Part of Mizzy Lake Trail is on an old railway bed, and where it passes through ponds and lakes it offers possibly the best spot in the park to see wildlife. As I approached the far edge of one of the ponds, I surprised a large cow moose that had been feeding on water-shield and other aquatic plants. By backing up a bit I was able to get some awesome video as the moose fed. She seemed completely unconcerned with my presence, barely looking at me and with no concerning body language, at least not that I could notice.

After about 15 minutes, during which time a couple other people stopped by to watch her feed, I wanted to move on so walked back to where I’d left my backpack and insect net. When I got there I heard the sound of the moose coming out of the water, so turned around to get a video of it crossing the road.

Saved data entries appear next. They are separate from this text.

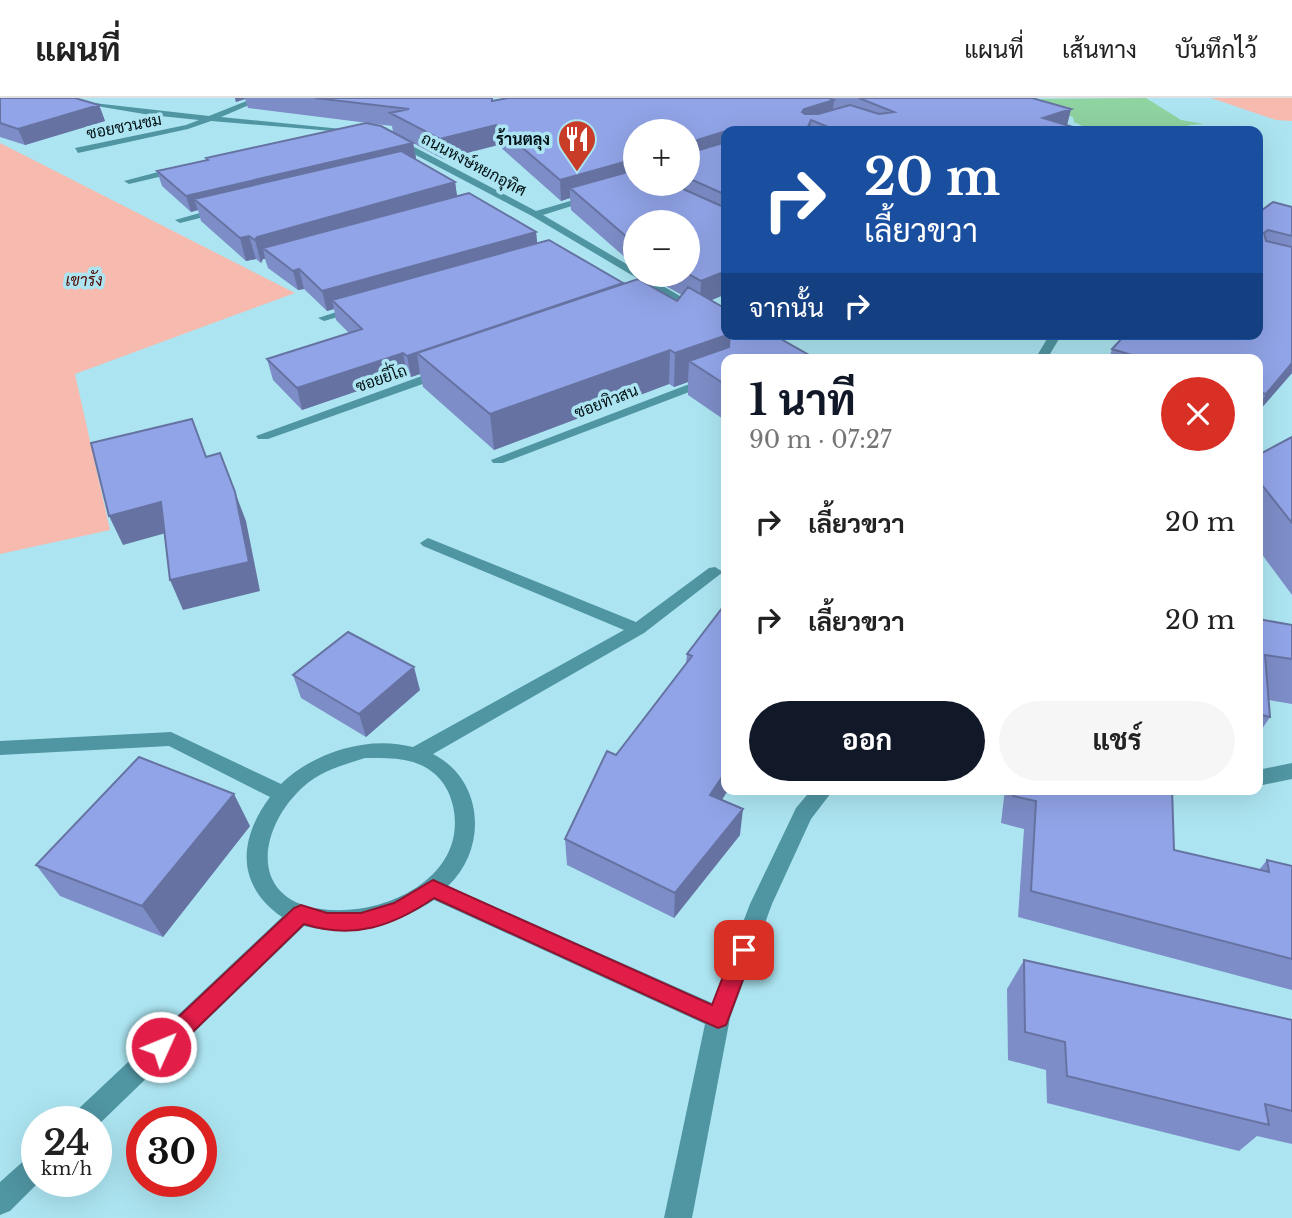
<!DOCTYPE html>
<html lang="th">
<meta charset="utf-8">
<style>
body{margin:0;font-family:"Libre Baskerville",Sarabun,serif;background:#f6f6f6;color:#222;height:100vh;display:flex;flex-direction:column;font-size:26px;white-space:nowrap}
*{box-sizing:border-box;margin:0}
p{font-size:23px;color:#767676}
.icon{flex:none;width:38px;height:38px;fill:none;stroke:currentColor;stroke-width:2;stroke-linecap:round;stroke-linejoin:round}
.map{position:relative;flex:1;overflow:hidden}
.details{position:absolute;left:721px;top:256px;width:542px;height:441px;display:flex;flex-direction:column;background:#fff;border-radius:14px;box-shadow:0 7px 28px #0002}
.details>*{flex:none}
.top-card{position:absolute;left:721px;top:28px;width:542px;height:214px;border-radius:14px;box-shadow:0 7px 28px #0002;background:#1a4fa0;color:#fff;overflow:hidden}
.fabs{position:absolute;left:623px;top:21px;display:grid;gap:14px}
.fabs a{display:grid;place-items:center;width:77px;height:77px;border-radius:50%;background:#fff;box-shadow:0 7px 28px #0002;font-size:35px}
.speed{position:absolute;left:21px;top:1008px;display:flex;gap:14px;font-size:35px;font-weight:700;text-align:center}
.speed>*{display:grid;place-content:center;width:91px;height:91px;border-radius:50%;background:#fff;box-shadow:0 7px 28px #0002;line-height:1}
.speed small{font-size:18px;font-weight:400}
.speed .limit{border:10px solid #d22;background:#fff;color:#111}
.pin{position:absolute;display:grid;place-items:center;width:60px;height:60px;color:#fff;margin:-30px;border-radius:14px;box-shadow:0 4px 10px #0006}
.me{position:absolute;width:77px;margin:-38px;rotate:46deg;stroke-linejoin:round;filter:drop-shadow(0 0 5px #0008)}
.turn{display:flex;align-items:center;gap:24px;height:147px;padding:0 28px;font-size:32px}
.turn .icon{width:91px;height:91px;stroke-width:2.5}
.turn b{display:block;font-size:49px;line-height:60px}
.then{display:flex;align-items:center;height:66px;padding:0 28px;background:#0003;gap:14px;font-size:26px}
.round{display:grid;place-items:center;flex:none;width:74px;height:74px;border-radius:37px;background:#f6f6f6}
.overview{display:flex;align-items:center;justify-content:space-between;height:119px;padding:0 28px}
h1{font-size:42px;font-weight:700;line-height:52px;color:#111827}
.action{display:flex;gap:14px;margin-top:auto;padding:14px 28px}
.action a{flex:1;height:80px;border-radius:42px;background:#111827;color:#fff;font-size:28px;font-weight:700;line-height:80px;text-align:center}
.action a+a{background:#f6f6f6;color:#222}
ul{padding:0;list-style:none}
li{display:flex;align-items:center;gap:21px;height:98px;padding:0 28px}
li div{flex:1}
li b{display:block;font-size:26px}
li em{font-style:normal}
header{display:flex;align-items:center;gap:42px;box-sizing:border-box;height:98px;padding:0 35px;background:#fff;border-bottom:2px solid #e0e0e0}
header strong{font-size:33px}
nav{display:flex;gap:38px;margin-inline-start:auto;font-size:24px}
.map>svg:first-child{display:block}
.green{fill:#f7baae}
.water{fill:#8fd3a0}
.lines{fill:none;stroke-linecap:round;stroke-linejoin:round}
.minor{fill:#5095a2;fill-rule:evenodd}
.wall{fill:#7d8dc7;fill-rule:evenodd}
.shaded-wall{fill:#6673a2}
.building{fill:#91a4e7;stroke:#6673a2;stroke-width:2}
.route{fill:#e11d48;stroke:#92132f;stroke-width:2}
.labels{text-anchor:middle;dominant-baseline:central;stroke-width:7;stroke-linejoin:round;paint-order:stroke}
.far-street-label{font-size:16px;fill:#001115;stroke:#ace5f1}
.far-poi-label{font-size:16px;font-weight:bold;fill:#001115;stroke:#ace5f1;text-anchor:end}
.far-park-label{font-size:16px;font-style:italic;fill:#520b03;stroke:#ace5f1}
</style>
<header>
<strong>แผนที่</strong>
<nav><a>แผนที่</a><a>เส้นทาง</a><a>บันทึกไว้</a></nav>
</header>
<div class="map">
<svg width="1292" height="1120" viewBox="0 0 1292 1120">
<rect width="100%" height="100%" fill="#ace5f1"/>
<!-- green -->
<path class="green" d="M1211 0H1292V23L1276 22Z
M0 45 295 195 75 276 110 432 0 456Z"/>
<!-- water -->
<path class="water" d="M1146 0 1181 22 1204 26 1189 27 1187 33H1093L1074 24 1073 19 1052 13 1041 1Z"/>
<g class="lines">
<!-- minor -->
<path class="minor" d="M49 0 209 18 254 0H265L221 19 372 34 368 36 211 23 188 31 78 55 75 50 186 27 199 22 150 17Z
M391 40H397L536 113 635 84 642 86 543 117 635 171V177H644L726 225V233L532 118 391 44Z
M181 68 184 69V73L129 86 124 83Z
M221 109 224 110V114L180 125 175 122Z
M358 207 362 208V212L324 223 318 220Z
M1050 236H1062L1047 261H1035Z
M444 270 448 271V277L268 341H258L256 338Z
M726 272V280L503 365H493L491 362Z
M428 440 636 524 709 470 715 469 723 474 644 535 433 656C484 682 488 750 448 788L712 905 750 806 796 710 812 691H834L811 721 772 806 730 920 692 1120H664L705 926 434 802C394 828 351 840 304 828L96 1029V1024H70L74 1015 282 819C236 787 238 742 270 699L169 648 0 657V643L171 634 281 686C314 654 368 637 413 649L624 532 423 448 420 445ZM365 660C381 660 397 659 413 664 435 671 448 686 453 708 469 781 381 820 321 811 247 801 259 729 303 689 320 673 343 667 365 660Z
M1292 665V681L1258 688V672Z
M37 1055V1083H40L10 1113 0 1117V1084L28 1059Z"/>
</g>
<!-- wall -->
<path class="wall" d="M0 0 99 7 105 23 25 47 0 39Z
M235 0H492V3L508 0H1032L1071 11 1067 28 1085 33H726V196L711 202 726 261V323L688 297V284L674 289 669 286 494 352 423 289 420 276 411 279 407 276 302 312 273 282 267 261 349 235 336 222 334 211 327 213 304 191 298 192 268 170 265 161H263L261 165 256 161 246 163 201 123 198 112 191 114 162 88 157 73 206 62V60L393 34 392 28 248 10 245 1 236 4ZM635 33H688V86H635ZM413 45 443 61 498 47 561 103 570 100 571 112 635 168V124L688 177H646L682 197 677 203 623 186 537 145 536 134 457 98 455 84 414 60H416Z
M1292 109V275L1258 314V261H1109L1112 251 1258 115Z
M1292 339V497L1258 451V357Z
M726 486V691L722 702 740 737 674 820 567 767 565 741 616 657 686 565 687 556 725 508Z
M1258 521 1292 527V606L1269 602 1270 619 1258 637Z
M293 577 420 592 366 639 301 600Z
M1005 691H1172L1174 752 1259 772 1267 762 1292 768V892L1018 819 1024 731 1001 725Z
M250 728 163 839 60 798 36 767Z
M1024 862 1292 922V1046L1257 1038 1239 1053 1047 1005 1046 972 1008 962 1007 891Z"/>
<!-- shaded-wall -->
<path class="shaded-wall" d="M235 0H245V1L236 4Z
M834 2 832 21 811 22 810 33H806L802 14 804 11Z
M99 7 105 23 25 47 18 31Z
M1071 11 1066 30 1043 20Z
M496 27 498 47 443 61 440 41Z
M726 33 725 52 688 65V45Z
M413 45 416 60 205 111 194 101 198 112 191 114 186 98Z
M635 61V81L570 90V100L561 103 560 82Z
M455 84 458 105 263 150 265 161H263L261 165 255 142 257 139Z
M536 134 538 153 332 202 334 211 327 213 322 193Z
M249 138 256 161 246 163 240 140Z
M299 171 304 191 298 192 293 173Z
M726 173V196L700 207 701 183Z
M623 185 624 205 417 255 420 276 411 279 407 258Z
M730 236 728 261 689 263 688 284 674 289 675 255Z
M670 252 669 286 494 352 490 316Z
M403 255 407 276 302 312 297 290Z
M1292 265V275L1258 314V311L1266 296Z
M235 394 246 423 260 493 183 512 170 482Z
M161 404 173 433 123 447 109 418Z
M414 569 420 592 366 639 359 616Z
M726 673V691H729L708 723 710 697Z
M234 696 250 728 163 839 142 808Z
M743 711 740 737 674 820 675 795Z"/>
<!-- building -->
<path class="building" d="M0 0H75L99 7 18 31 0 25Z
M315 0H492V3L508 0H829L834 2 804 11 802 14 805 16H818L850 7 879 16 894 14 859 0H1032L1071 11 1043 20 1086 33H838L811 22 806 33H726L688 45V33H635V61L560 82 496 27 440 41 390 15 409 11Z
M366 25 381 28 413 45 186 98 157 73 208 62 206 60Z
M726 44V97L688 80V54L689 55Z
M401 53 455 84 257 139 255 142 249 138 240 140 194 101Z
M635 72V86H672L726 110V173L701 183 688 176V124H635V146L570 90Z
M469 95 536 134 322 193 299 171 293 173 263 150Z
M1273 104 1292 109V138L1268 132 1264 135 1266 143 1292 149V265L1266 296 1258 294V261H1144L1112 251 1126 236H1258V115Z
M549 142 623 185 407 258 403 255 297 290 267 261 362 231 332 202Z
M638 181 677 203 688 189 726 211V236H772L816 261H726V287L689 263 729 249 730 236 675 255 670 252 490 316 417 255Z
M192 321 206 359 220 355 235 394 249 464 170 482 161 404 109 418 91 345Z
M1292 339V425L1258 382V357Z
M726 505V673L710 697 743 711 675 795 565 741 607 653 616 657 692 558 687 556Z
M1258 521 1292 527V561L1265 557 1270 619 1258 616Z
M348 534 414 569 359 616 293 577Z
M139 659 234 696 142 808 36 767Z
M1014 691H1172L1174 752 1269 774 1267 762 1292 768V861L1031 793 1036 703 1013 698Z
M1024 862 1292 922V1013L1265 1006 1269 1027 1067 978 1065 944 1025 934Z"/>
<!-- route -->
<path class="route" d="M433 782 712 907 736 845 744 842 751 845 754 852 726 927 718 930 434 800C393 828 354 842 304 826L169 957 161 960 154 957 150 949 154 942 294 810 301 807 327 815H361L394 805Z"/>
<!-- icons -->
<defs>
<symbol id="restaurant-pin" viewBox="-11 -11 22 30"><path d="M0 17L-7.5 6A9.5 9.5 0 1 1 7.5 6Z" fill="#c93d28" stroke="#ace5f1"/><path d="M-5-6h1v4h1v-4h1v4h1v-4h1v5L-1.5 .5V6h-2V.5L-5-1ZM5-6V6H3V1.5H1.5Q1.5-4 5-6Z" fill="#fff"/></symbol>
</defs>
<g fill-rule="evenodd">
<use href="#restaurant-pin" x="555" y="19" width="44" height="60"/>
</g>
<g class="labels">
<!-- far-street labels -->
<g class="far-street-label">
<text transform="translate(124 28) rotate(-11)">ซอยชวนชม</text>
<text transform="translate(474 66) rotate(28)">ถนนหงษ์หยกอุทิศ</text>
<text transform="translate(381 280) rotate(-19)">ซอยยี่โถ</text>
<text transform="translate(606 303) rotate(-21)">ซอยทิวสน</text>
</g>
<!-- far-poi labels -->
<g class="far-poi-label">
<text x="550" y="41">ร้านตลุง</text>
</g>
<!-- far-park labels -->
<g class="far-park-label">
<text x="84" y="182">เขารัง</text>
</g>
</g>
</svg>
<div class="fabs">
<a>+</a>
<a>−</a>
</div>
<div class="speed"><div>24<small>km/h</small></div><div class="limit">30</div></div>
<div class="pin" style="left:744px;top:852px;background:#d93025"><svg class="icon" aria-label="arrive" viewBox="0 0 24 24"><path d="M6 21V4h12l-3 4 3 4H6"/></svg></div>
<svg class="me" style="left:161px;top:949px" viewBox="-20 -20 40 40"><circle r="17" fill="#e11d48" stroke="#fff" stroke-width="3"/><path d="M0-11L8 9 0 5-8 9z" fill="#fff"/></svg>
<div class="top-card">
<div class="turn"><svg class="icon" aria-label="right" viewBox="0 0 24 24"><path d="M7 20v-9h11M14 6l5 5-5 5"/></svg><div><b>20 m</b>เลี้ยวขวา</div></div>
<div class="then">จากนั้น<svg class="icon" aria-label="right" viewBox="0 0 24 24"><path d="M7 20v-9h11M14 6l5 5-5 5"/></svg></div>
</div>
<section class="details">
<div class="overview"><div><h1>1 นาที</h1><p>90 m · 07:27</p></div><a class="round" style="background:#d93025;color:#fff"><svg class="icon" aria-label="close" viewBox="0 0 24 24"><path d="M6 6l12 12M18 6L6 18"/></svg></a></div>
<ul>
<li><svg class="icon" aria-label="right" viewBox="0 0 24 24"><path d="M7 20v-9h11M14 6l5 5-5 5"/></svg><div><b>เลี้ยวขวา</b></div><em>20 m</em></li>
<li><svg class="icon" aria-label="right" viewBox="0 0 24 24"><path d="M7 20v-9h11M14 6l5 5-5 5"/></svg><div><b>เลี้ยวขวา</b></div><em>20 m</em></li>
</ul>
<div class="action"><a>ออก</a><a>แชร์</a></div>
</section>
</div>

At the end of this video I, not surprisingly, turned off the recording and started backing away. As I did so, the moose followed, and then sped up to a steady trot towards me. At this point I took off in the other direction as fast as I could, wishing I had kept in better shape! The moose continued to follow me down the railway bed for about 200 metres, while I ditched everything I had on the side of the trail and continued several hundred metres further. Here, with adrenaline flowing and heart pounding, I waited for about twenty minutes before returning to find the moose gone.

I have never heard of a similar experience away from the mating season (nobody has ever been killed by a moose in Algonquin besides road accidents) and am not entirely sure what the explanation is. I’ve come up with a couple possibilities:
  • The moose had recently lost her calf and was crazy with grief and confusion (it sounds unlikely, but has been known to happen)
  • She was surprised to see me on the path and immediately tried to scare me away.
  • The moose has been approached overly closely before and has lost her fear of people.
If you have a better explanation, let me know. Regardless of the reason, a scary experience at the time but a great story afterwards!